This article describes how a Copy Database operation may cause the source database to run out of transaction log space. The client applications may then encountered the error 9002: "The transaction log for database 'xxxxx’ is full due to ‘AVAILABILITY_REPLICA'". This description is derived from an actual support case.
Each day between 04:00h and 09:00h UTC, a large data load is refreshing the content of a Premium P6 database. This database is the primary node of a geo-replication configuration. The geo-replication secondary is running on the same data center and is used for load balancing. Before each data load, usually starting at 00:10h UTC, a database copy is performed off the geo-replication secondary. The copy usually takes around 3 hours to complete and finishes before the load operation starts. The copied database is running as a Premium P1; it allows to compare the data before and after the data load, and serves as a backup in case something goes wrong with the data load itself.

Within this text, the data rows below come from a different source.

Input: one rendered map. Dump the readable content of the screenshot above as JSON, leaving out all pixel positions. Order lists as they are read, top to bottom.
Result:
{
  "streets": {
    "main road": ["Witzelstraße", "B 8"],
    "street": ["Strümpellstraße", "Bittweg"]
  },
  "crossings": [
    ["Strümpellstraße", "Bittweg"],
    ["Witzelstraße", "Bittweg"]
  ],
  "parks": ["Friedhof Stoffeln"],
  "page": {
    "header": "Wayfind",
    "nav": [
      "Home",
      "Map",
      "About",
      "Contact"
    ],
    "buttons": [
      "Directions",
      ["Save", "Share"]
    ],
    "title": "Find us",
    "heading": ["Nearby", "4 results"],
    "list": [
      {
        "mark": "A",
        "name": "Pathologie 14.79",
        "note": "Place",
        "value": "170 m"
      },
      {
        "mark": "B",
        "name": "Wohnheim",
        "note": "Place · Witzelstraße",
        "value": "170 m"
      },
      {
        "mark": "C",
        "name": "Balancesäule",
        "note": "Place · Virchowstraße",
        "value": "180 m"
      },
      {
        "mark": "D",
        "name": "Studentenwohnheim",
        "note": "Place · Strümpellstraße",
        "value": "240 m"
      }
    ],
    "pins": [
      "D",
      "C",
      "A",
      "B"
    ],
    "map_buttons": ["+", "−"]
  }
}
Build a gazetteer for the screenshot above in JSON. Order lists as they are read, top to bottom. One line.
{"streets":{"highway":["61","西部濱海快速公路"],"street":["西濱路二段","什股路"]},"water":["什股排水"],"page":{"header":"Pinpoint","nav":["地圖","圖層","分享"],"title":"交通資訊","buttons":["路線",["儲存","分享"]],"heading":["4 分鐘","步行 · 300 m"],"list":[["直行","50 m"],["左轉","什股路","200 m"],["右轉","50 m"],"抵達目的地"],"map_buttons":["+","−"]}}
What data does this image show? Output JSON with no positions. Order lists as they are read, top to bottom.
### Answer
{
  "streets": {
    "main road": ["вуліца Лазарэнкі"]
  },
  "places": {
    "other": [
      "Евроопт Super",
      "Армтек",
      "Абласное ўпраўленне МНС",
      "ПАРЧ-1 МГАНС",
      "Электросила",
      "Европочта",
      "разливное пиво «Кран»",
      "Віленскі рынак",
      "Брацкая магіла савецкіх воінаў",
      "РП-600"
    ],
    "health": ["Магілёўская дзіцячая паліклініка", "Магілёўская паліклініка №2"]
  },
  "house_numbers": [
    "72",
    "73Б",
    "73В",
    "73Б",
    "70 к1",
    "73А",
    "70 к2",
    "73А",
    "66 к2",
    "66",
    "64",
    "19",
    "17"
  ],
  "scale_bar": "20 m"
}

Details about the problem:
One day the Copy Database operation got interrupted at around 02:00h UTC because of a local database reconfiguration/failover.
After the interruption, the copy had to restart from the beginning. Thus it had already lost almost 2 hours of its operation window.
Due to the delay, the copy process was still running when the load operation started. This made the situation worse: the extra resource consumption was limiting the throughput on the database, and there was more data to be transferred as part of the copy. In addition, the target database was running at a much lower performance level than the source database. This caused the copy process to take much longer than usual.
The copy process is done via a backup of the source database and a restore to the destination running over the datacenter network.
While the operation is running, it is holding a lock on the transaction log of its source database. The transaction log needs to be held so that data changes occurring during the copy process can be applied at its end.
If the log truncation is held at a geo-replication secondary, it will also hold the log truncation on the geo-replication primary.
This caused the transaction log on the geo-replication primary to keep growing until it ran out of space. The client applications then encountered the error 9002: "The transaction log for database 'xxxxx’ is full due to 'AVAILABILITY_REPLICA'".
The transaction log was finally truncated after the copy operation had finished at about 13:00 UTC.
Possible steps to avoid the issue:
Use a point-in-time-restore (PITR) instead of a database copy for this daily workflow. The PITR process runs completely offline (backup is restored from storage instead of from the live database) and therefore cannot impact the primary. With the restore process you also have more control over selecting the exact point-in-time of the copy.
Start the copy process earlier, allowing for enough time for retries in case it gets interrupted. But this may not always work in case the copy operation is taking longer than expected, e.g. due to fluctuations in the network speed.
For the future, the plan is to remove the requirement to hold the transaction log during a database copy. It is still unsure though when this change will become available.